Node-level parallel programming are becoming more challenging as we enter the era of heterogenous and manycore computing architectures. The need for a single intra-node programming model that meet diverse requirements of emerging computer architectures and increasing domain application requirements has become much more challenging than before.
The approach of compiler directives, i.e. pragma, offers an elegant solution to programming challenges of portability and productivity, as shown in the industry standard such as OpenMP. Most of my research topics and activities on improving productivity of parallel programming use, extend and implement OpenMP directives. Specific topics include the implementation of OpenMP 4.x features (accelerator support, dependent tasks, etc), extensions to support data-driven execution model, extensions to support power and energy modeling and tuning, extensions to support advanced data distributions, and extensions to support large-scale data processing on distributed and cloud systems, etc.
Conventional compiler optimizations have been focusing on the techniques of exploiting instruction level parallelism (ILP) and the vertical direction of memory hierarchy (private caches) of microarchitectures; Multicores, or SMP systems, which often implies NUCA or NUMA memory hierarchy, introduce the global(macro) optimization challenges for compilers; the challenges to coordinate the sharing and contention of system resources among multiple cores. We refer to this high-level compilation techniques as machine-aware compilation or macro optimization, opposing to the (micro)architecture-level compilations. Current topics in this area of research includes abstract machine model, machine aware compilation, application parallel structural representation, compile-time modeling for performance and energy efficiency, etc.

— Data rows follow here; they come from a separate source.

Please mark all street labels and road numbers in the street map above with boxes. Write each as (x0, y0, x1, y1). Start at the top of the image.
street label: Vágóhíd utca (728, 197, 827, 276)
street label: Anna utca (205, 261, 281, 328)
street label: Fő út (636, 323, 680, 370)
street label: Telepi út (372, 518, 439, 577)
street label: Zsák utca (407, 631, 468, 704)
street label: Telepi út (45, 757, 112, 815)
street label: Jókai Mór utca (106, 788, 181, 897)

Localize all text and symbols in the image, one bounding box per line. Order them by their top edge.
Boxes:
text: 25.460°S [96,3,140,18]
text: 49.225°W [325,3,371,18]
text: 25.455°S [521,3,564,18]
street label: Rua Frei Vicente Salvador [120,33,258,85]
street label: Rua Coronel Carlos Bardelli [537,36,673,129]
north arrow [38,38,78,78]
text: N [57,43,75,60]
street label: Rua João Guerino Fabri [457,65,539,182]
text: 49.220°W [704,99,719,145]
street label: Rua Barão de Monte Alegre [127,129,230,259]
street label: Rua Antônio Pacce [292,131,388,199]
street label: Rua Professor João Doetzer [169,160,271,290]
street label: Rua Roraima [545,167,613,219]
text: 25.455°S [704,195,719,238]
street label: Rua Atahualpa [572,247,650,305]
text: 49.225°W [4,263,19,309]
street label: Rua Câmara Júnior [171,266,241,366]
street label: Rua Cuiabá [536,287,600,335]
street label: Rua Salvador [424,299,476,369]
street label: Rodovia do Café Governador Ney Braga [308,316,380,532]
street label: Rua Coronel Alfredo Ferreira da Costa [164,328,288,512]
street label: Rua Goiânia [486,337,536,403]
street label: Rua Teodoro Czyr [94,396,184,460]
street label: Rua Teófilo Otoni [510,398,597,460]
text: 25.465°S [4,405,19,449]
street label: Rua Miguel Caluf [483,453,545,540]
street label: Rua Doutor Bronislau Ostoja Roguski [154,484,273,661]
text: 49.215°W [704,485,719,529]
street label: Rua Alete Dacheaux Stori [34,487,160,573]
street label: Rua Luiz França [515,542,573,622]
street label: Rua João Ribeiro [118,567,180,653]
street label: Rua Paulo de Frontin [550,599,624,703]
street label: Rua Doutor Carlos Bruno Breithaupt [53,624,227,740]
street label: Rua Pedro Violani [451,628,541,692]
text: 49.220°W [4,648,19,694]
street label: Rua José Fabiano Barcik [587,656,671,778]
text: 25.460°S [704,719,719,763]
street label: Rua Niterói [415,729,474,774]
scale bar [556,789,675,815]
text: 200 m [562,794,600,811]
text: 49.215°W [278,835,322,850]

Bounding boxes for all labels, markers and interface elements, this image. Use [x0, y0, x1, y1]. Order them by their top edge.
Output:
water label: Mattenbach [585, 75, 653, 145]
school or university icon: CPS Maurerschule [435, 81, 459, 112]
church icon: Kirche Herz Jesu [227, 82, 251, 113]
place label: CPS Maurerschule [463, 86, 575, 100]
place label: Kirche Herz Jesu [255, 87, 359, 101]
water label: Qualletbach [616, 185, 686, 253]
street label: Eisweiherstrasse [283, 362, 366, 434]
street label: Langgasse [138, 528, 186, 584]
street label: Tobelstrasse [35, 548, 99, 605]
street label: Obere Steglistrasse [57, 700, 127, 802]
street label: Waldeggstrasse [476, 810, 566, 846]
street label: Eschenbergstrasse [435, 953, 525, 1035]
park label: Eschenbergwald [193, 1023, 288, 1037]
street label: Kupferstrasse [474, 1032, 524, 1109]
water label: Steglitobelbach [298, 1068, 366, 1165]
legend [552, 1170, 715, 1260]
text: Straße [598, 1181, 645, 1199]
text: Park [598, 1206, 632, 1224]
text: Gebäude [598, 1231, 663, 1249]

The emerging and future HPC computing systems will exhibit an unprecedented level of heterogeneous complexity within compute nodes, and have dramatic increase of core and node counts within and cross nodes. An efficient runtime system is essential to take advantage of the full hardware capabilities. Runtimes implement execution models supported by the hardware and should provide efficient mapping of execution patterns conveyed by the programming models to the execution models. My previous work in Habanero-C runtime, OpenMP runtime, and synchronizations on Cyclops64 manycores established a solid foundation for moving forward toward a unified runtime system for heterogeneous and manycore computing nodes. Current topics include the creation of an offloading runtime, data-driven execution model, efficient memory management techniques for threaded runtime, interoperability of threaded runtime systems, runtime adaptivity and profiling, etc.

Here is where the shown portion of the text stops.